So, in recent muses, i’ve tried to establish that our next step is a) restructuring economy to b) grow & keep geeks.
What changes do I make in my org, assuming that I have restructured the economy to give me space to do so, to increase the org’s ability to grow and keep geeks?
In no particular order, then, here are a bunch of ideas about this.
1: Stop hiring people whose chief attribute is their capacious memory for library calls in your tech stack, and start hiring people whose chief attribute is collaborative learning.
Rationale: the blockage in modern geekery are only very rarely about lack of technical skill, and are most commonly about people who can’t/won’t learn together. Further, an inexperienced technician with good collaboration will overtake an experienced technician with bad collaboration quickly, especially when teamed together with other collaborative learners.
2: Support the collaborative enterprise physically.
This means two things to me for now: a) providing a composite variety of physical spaces for the variety of types of interaction, b) putting people who are to work together daily in to that space.
Rationale for varied spaces: different modes need different rooms, and they need them a) at-will and b) simultaneously. We need space that can hold many, a few, and one. And we need it whenever we need it. Seeking to have floor-space at maximum load is optimizing the wrong thing.
Rationale for togetherness: in settings where we’re trying to emphasize collaborative learning, there’s really only one show-stopper: the person we need is only accessible via appointment. We want to minimize those occurrences.
(side note: this is not a slur on working remotely. We can be remote in the same space, too. It takes just what it takes to be collocated in the same space: money & attitude.)
3: Support the collaborative enterprise culturally.
There are many small items here — culture isn’t slogans — but the gist is that we seek to both encourage & reward those among us who work well together. Some sub-items. 1) abandon 95% of meeting appointments. 2) abandon tracking below the level of team. 3) establish core collaboration time. 4) ask for swarming & mobbing & pairing. 5) vary session structure and session leadership, both, and dramatically.
4: Catch up to the last 50 years of research in motivation.
And accept that the humans who work for you are humans before they’re employees, and employees before they’re geeks.
(or maybe humans before they’re geeks, and geeks before they’re employees? Consider that an edit.)
Rationale: a staggering number of people still think carrot and stick is how you achieve maximum performance. We have considerable evidence that this doesn’t work when that performance requires simultaneous creativity and technique.
Bear in mind, from my RAMPS ideas or those of the HBR, or Pink’s Summary, or Flow: Autonomy and Mastery are keys to this population.
5: Start seeing variety-of-practice in your organization as a positive not a negative, and avoid premature standardization.
Rationale: the trade is still changing at a pace no other technology has ever changed, and it’s been doing it for fifty years. We need varied practice because fixed practice can not possibly keep up.

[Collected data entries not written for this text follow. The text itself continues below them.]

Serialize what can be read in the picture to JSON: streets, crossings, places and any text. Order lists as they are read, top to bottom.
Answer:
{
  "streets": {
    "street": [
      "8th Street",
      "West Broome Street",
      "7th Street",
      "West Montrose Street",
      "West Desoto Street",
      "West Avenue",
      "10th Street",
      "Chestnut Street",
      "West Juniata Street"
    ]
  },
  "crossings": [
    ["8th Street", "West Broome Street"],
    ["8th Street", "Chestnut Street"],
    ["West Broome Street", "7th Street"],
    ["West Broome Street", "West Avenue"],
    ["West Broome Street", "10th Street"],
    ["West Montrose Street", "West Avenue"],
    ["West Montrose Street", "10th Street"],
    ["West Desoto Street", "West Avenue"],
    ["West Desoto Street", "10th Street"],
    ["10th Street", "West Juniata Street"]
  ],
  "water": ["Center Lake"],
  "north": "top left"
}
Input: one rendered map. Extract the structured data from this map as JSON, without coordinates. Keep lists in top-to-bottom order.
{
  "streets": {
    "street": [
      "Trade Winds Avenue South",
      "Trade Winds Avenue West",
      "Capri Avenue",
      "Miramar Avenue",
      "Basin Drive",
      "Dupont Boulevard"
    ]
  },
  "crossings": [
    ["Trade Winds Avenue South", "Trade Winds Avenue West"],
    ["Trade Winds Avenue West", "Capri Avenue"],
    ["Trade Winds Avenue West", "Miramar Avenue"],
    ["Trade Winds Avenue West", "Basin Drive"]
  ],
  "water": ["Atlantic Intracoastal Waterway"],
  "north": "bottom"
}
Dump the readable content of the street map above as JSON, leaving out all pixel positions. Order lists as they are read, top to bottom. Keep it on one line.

To the extent you need to fix enterprise policy at all, define such policy in terms of "risk we can’t afford", and let individual teams solve the risk in different ways. As long as its solved for each team, we actually don’t even want one solution.
6: Make your entire organization worry about minimizing WIP in their daily context, and build an ethic around finding "what’s the next tiny step that is not-definitely-wrong?"
Rationale: too much WIP and too much attention to the future are the two great killers of mind-work, because they both expand mental bandwidth requirements far beyond the limits of normal humans.
For WIP teams multi-task almost as effectively as individuals do, which is to say, not very well at all. We will never get to a pure "one thing at a time" approach, but the closer we get to it, the better we’ll do.
For attention to the future, the reality is that sitting and thinking about the future is dramatically overvalued in our trade. No one, absolutely no one, knows where we are going to be six months from now. Hazard a guess, pick a not-definitely-wrong step, and act. Repeat.
That’s my list for now.
We could talk at length about how avoiding these ideas is preventing us from growing and keeping geeks. Some of them are obvious, some of them less so.
To pick one at random: what does variety-of-practice have to do with geek growth and retention? When we prematurely standardize it has two effects aside from just locking us in to obsolete ideas.
That prevents us from growing & keeping geeks by reducing both their ability to innovate and their will to do so. It makes every team the same, every company the same, and when all the companies are the same, the one who pays the most will win.
Similarly with the others. Anyway, feel free to probe & challenge. As always, these muses are WIP for me.
I’ll say again what i’ve said before. This is about enlarging our focus. At one time, the trade only ever spoke about "the made" — the product we wish we could build. This movement is about enlarging that focus to include "the making" and then again to include "the makers".
Growing and keeping geeks can be done, but only if we’re actually trying to do it.